**PROBLEM TO WORK ON**
Transcribe the data that follows without changing a word, and omit the pictures.

BEGIN

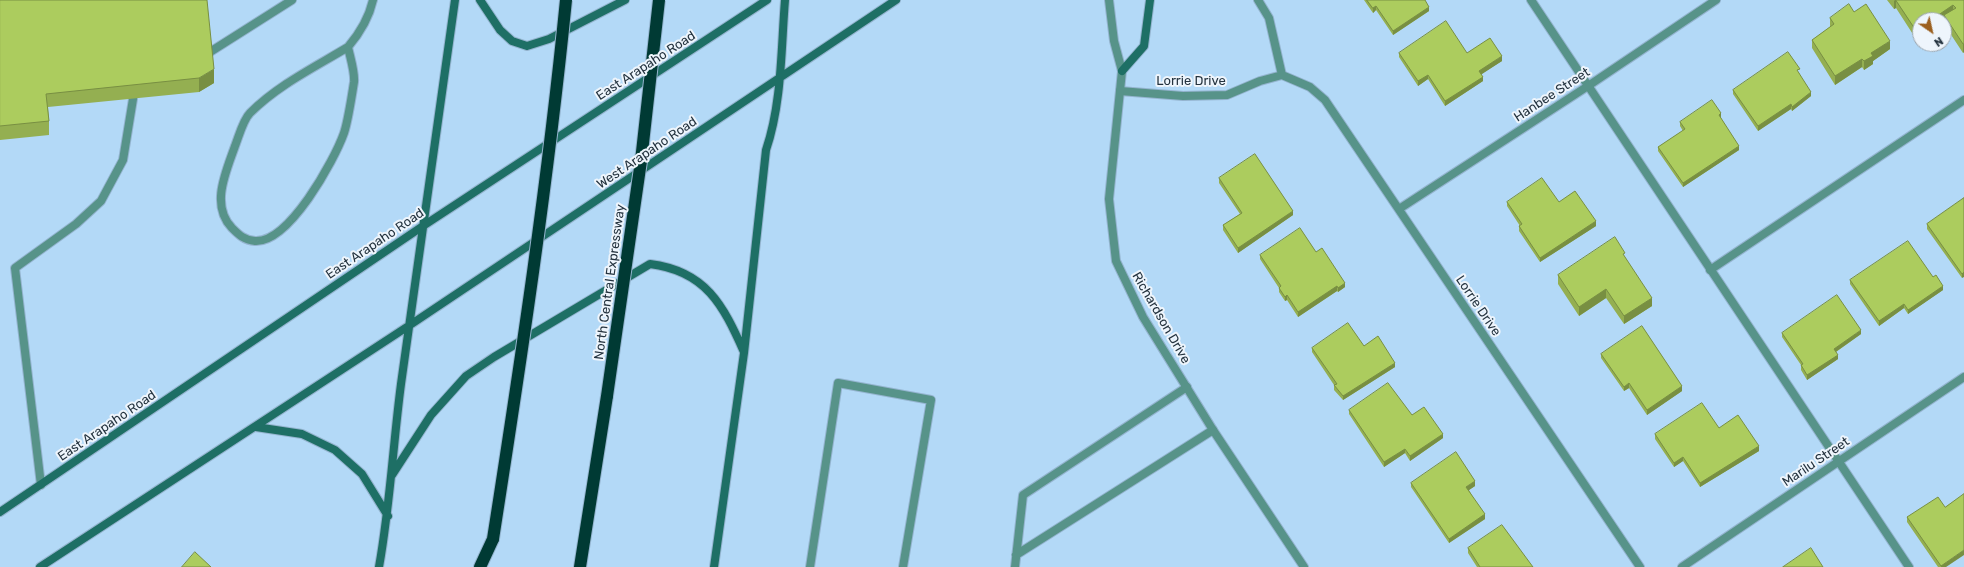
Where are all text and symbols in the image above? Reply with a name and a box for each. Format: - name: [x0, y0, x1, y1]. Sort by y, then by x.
- north arrow: [1912, 12, 1952, 52]
- street label: East Arapaho Road: [594, 28, 698, 104]
- text: N: [1932, 34, 1945, 49]
- street label: Hanbee Street: [1511, 65, 1593, 125]
- street label: Lorrie Drive: [1156, 73, 1226, 89]
- street label: West Arapaho Road: [594, 114, 700, 192]
- street label: North Central Expressway: [591, 203, 629, 361]
- street label: East Arapaho Road: [323, 205, 427, 283]
- street label: Richardson Drive: [1129, 270, 1193, 366]
- street label: Lorrie Drive: [1452, 273, 1504, 339]
- street label: East Arapaho Road: [55, 387, 159, 465]
- street label: Marilu Street: [1780, 434, 1852, 490]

END

**ANSWER TO THE PROBLEM**
Where are all text and symbols in the image above? Reply with a name and a box for each. Format: - name: [x0, y0, x1, y1]. Sort by y, then by x.
- north arrow: [1912, 12, 1952, 52]
- street label: East Arapaho Road: [594, 28, 698, 104]
- text: N: [1932, 34, 1945, 49]
- street label: Hanbee Street: [1511, 65, 1593, 125]
- street label: Lorrie Drive: [1156, 73, 1226, 89]
- street label: West Arapaho Road: [594, 114, 700, 192]
- street label: North Central Expressway: [591, 203, 629, 361]
- street label: East Arapaho Road: [323, 205, 427, 283]
- street label: Richardson Drive: [1129, 270, 1193, 366]
- street label: Lorrie Drive: [1452, 273, 1504, 339]
- street label: East Arapaho Road: [55, 387, 159, 465]
- street label: Marilu Street: [1780, 434, 1852, 490]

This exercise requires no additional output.